ーフレッシュメンバーなのですね!楽しみにしています。マエストロの園田隆一郎さんはいかがですか?
園田さんは『ランスへの旅』などのロッシーニ作品でご一緒しています。同世代で、私が前回の『ラ・チェネレントラ』でデビューさせていただいたときも稽古場にいらっしゃったので、感慨深いですね。今はもう、どなたも認めるご活躍ぶりですし、日本では「ロッシーニといえば園田さん」というかたでいらっしゃるので、改めてご一緒できて光栄です。
ー今回指揮者としてご一緒されるのは、それは感慨深いでしょうね!演出のフランチェスコ・ベッロット氏とはいかがですか?
ベッロットさんは、今回初めてご一緒します。
ーそうですか!ではどのような演出になるか楽しみですね。先ほど、「ロッシーニといえば園田さん」とおっしゃっていましたが、但馬さんご自身もロッシーニ作品を多く歌われていますね。ロッシーニがお得意なのですか?
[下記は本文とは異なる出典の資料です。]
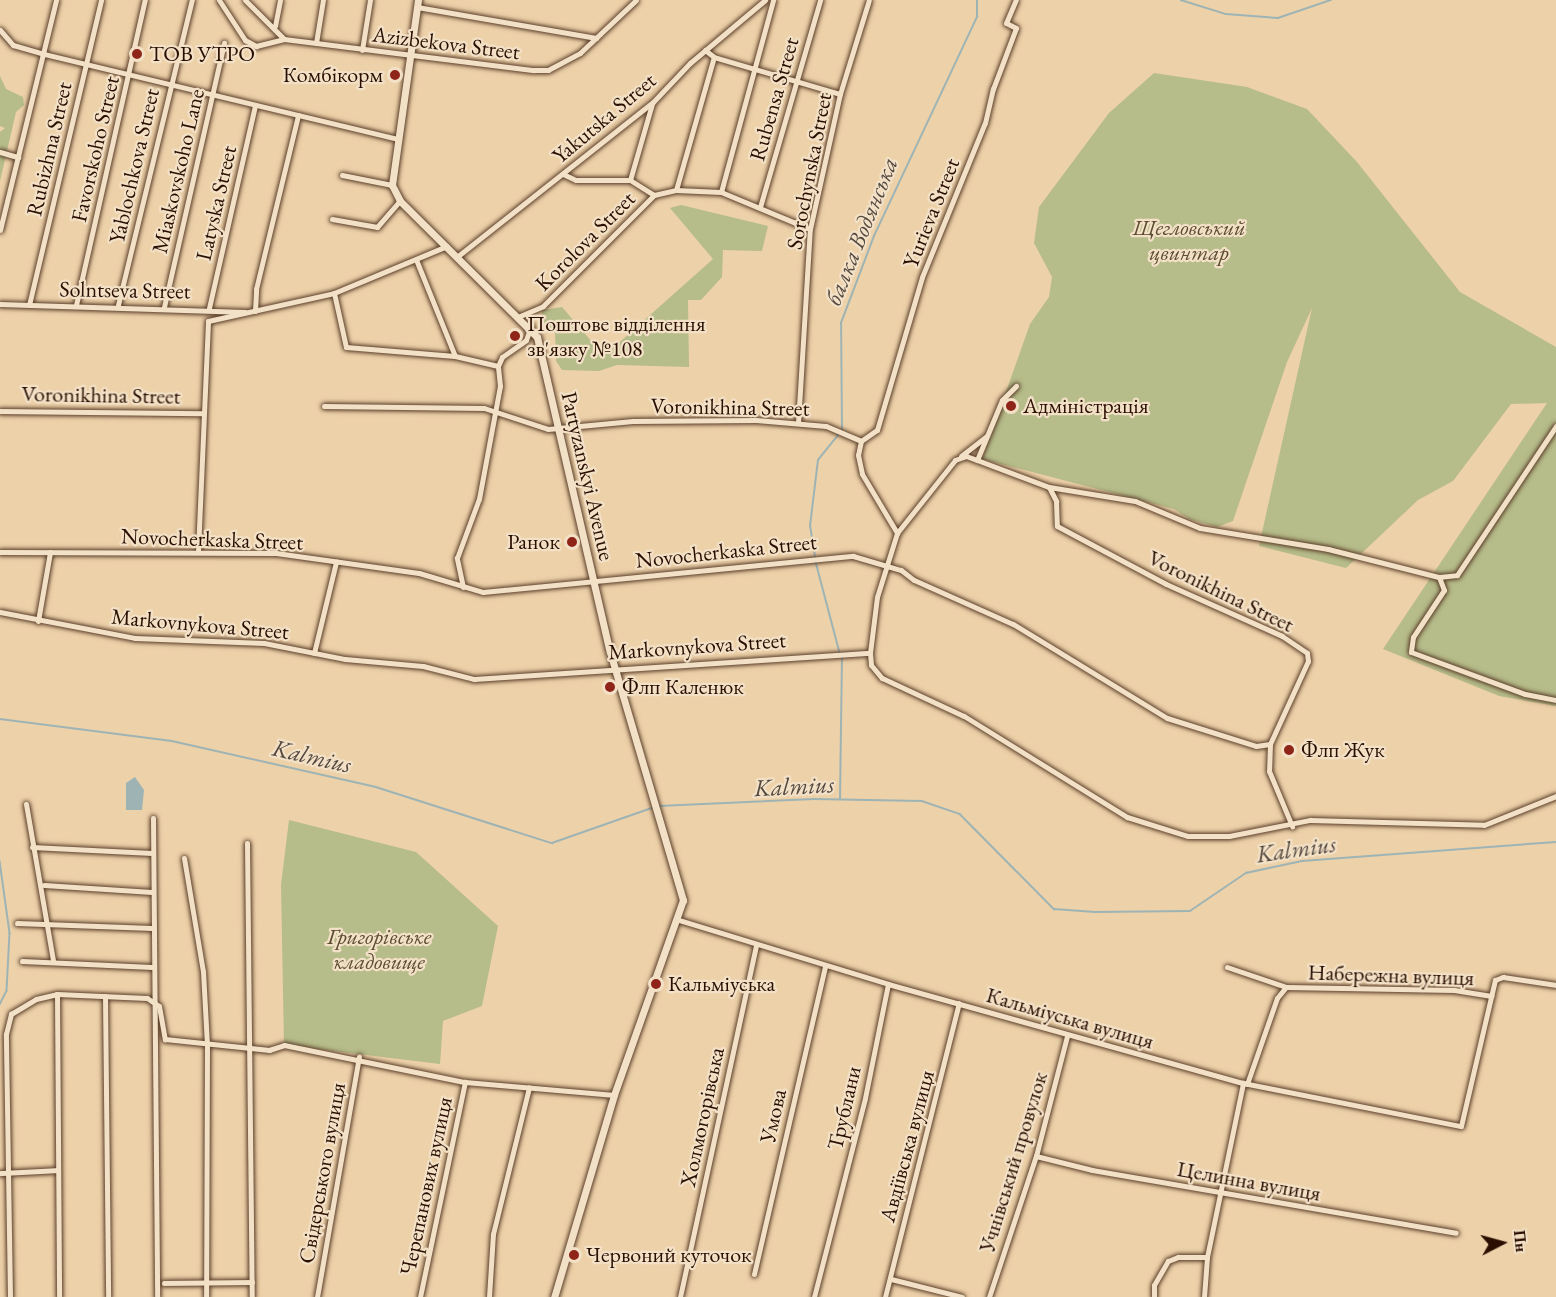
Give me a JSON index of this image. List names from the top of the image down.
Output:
{
  "streets": {
    "street": [
      "Azizbekova Street",
      "Rubensa Street",
      "Yakutska Street",
      "Rubizhna Street",
      "Favorskoho Street",
      "Yablochkova Street",
      "Miaskovskoho Lane",
      "Sorochynska Street",
      "Latyska Street",
      "Yurieva Street",
      "Korolova Street",
      "Solntseva Street",
      "Voronikhina Street",
      "Partyzanskyi Avenue",
      "Novocherkaska Street",
      "Markovnykova Street",
      "Набережна вулиця",
      "Кальміуська вулиця",
      "Трублани",
      "Умова",
      "Холмогорівська",
      "Авдіївська вулиця",
      "Учнівський провулок",
      "Свiдерського вулиця",
      "Целинна вулиця",
      "Черепанових вулиця"
    ]
  },
  "crossings": [
    ["Rubensa Street", "Korolova Street"],
    ["Rubizhna Street", "Solntseva Street"],
    ["Favorskoho Street", "Solntseva Street"],
    ["Yablochkova Street", "Solntseva Street"],
    ["Miaskovskoho Lane", "Solntseva Street"],
    ["Sorochynska Street", "Korolova Street"],
    ["Sorochynska Street", "Voronikhina Street"],
    ["Latyska Street", "Solntseva Street"],
    ["Yurieva Street", "Voronikhina Street"],
    ["Solntseva Street", "Voronikhina Street"],
    ["Voronikhina Street", "Partyzanskyi Avenue"],
    ["Voronikhina Street", "Novocherkaska Street"],
    ["Partyzanskyi Avenue", "Novocherkaska Street"],
    ["Partyzanskyi Avenue", "Markovnykova Street"],
    ["Partyzanskyi Avenue", "Кальміуська вулиця"],
    ["Набережна вулиця", "Кальміуська вулиця"],
    ["Набережна вулиця", "Целинна вулиця"],
    ["Кальміуська вулиця", "Трублани"],
    ["Кальміуська вулиця", "Умова"],
    ["Кальміуська вулиця", "Холмогорівська"],
    ["Кальміуська вулиця", "Авдіївська вулиця"],
    ["Кальміуська вулиця", "Учнівський провулок"],
    ["Учнівський провулок", "Целинна вулиця"]
  ],
  "water": ["балка Водянська", "Kalmius"],
  "parks": ["Щегловський цвинтар", "Григорівське кладовище"],
  "places": [
    "ТОВ УТРО",
    "Комбікорм",
    "Поштове відділення зв'язку №108",
    "Адміністрація",
    "Ранок",
    "Флп Каленюк",
    "Флп Жук",
    "Кальміуська",
    "Червоний куточок"
  ],
  "north": "right"
}
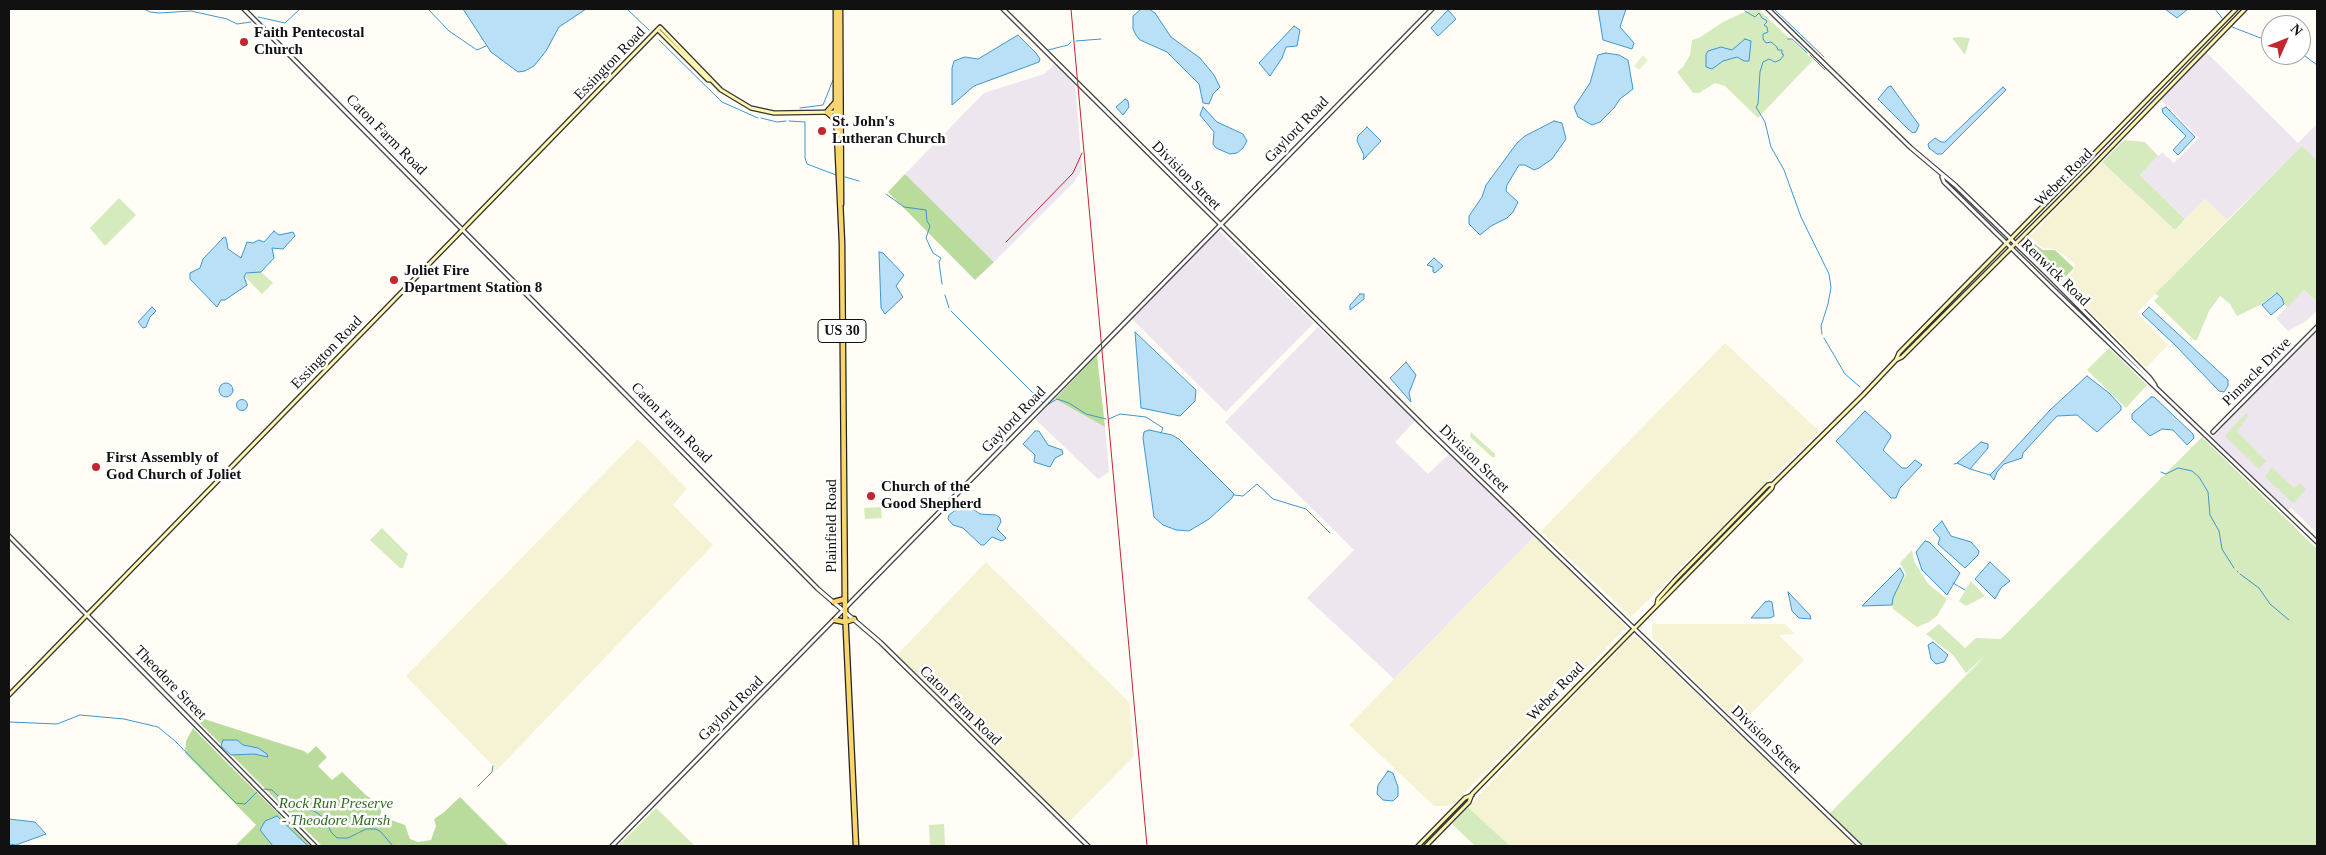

いえいえ、大好きですが、もう、難しいんですよ!前回の『ラ・チェネレントラ』でゼッダ先生とご一緒させていただき、当時の私は20代で、本公演デビューで、先生がどれだけ世界的巨匠かということも分かっていなかったのですが、それでもやっぱり魔法のようなタクト(指揮)で。それを機に「自分にはロッシーニが合っているな」と思い、いろいろ勉強もしはじめたので、今があるのはゼッダ先生と藤原歌劇団のおかげだと思います。
ーゼッダ氏の公演がきっかけだったのですね。何か、印象に残っている教えはありますか?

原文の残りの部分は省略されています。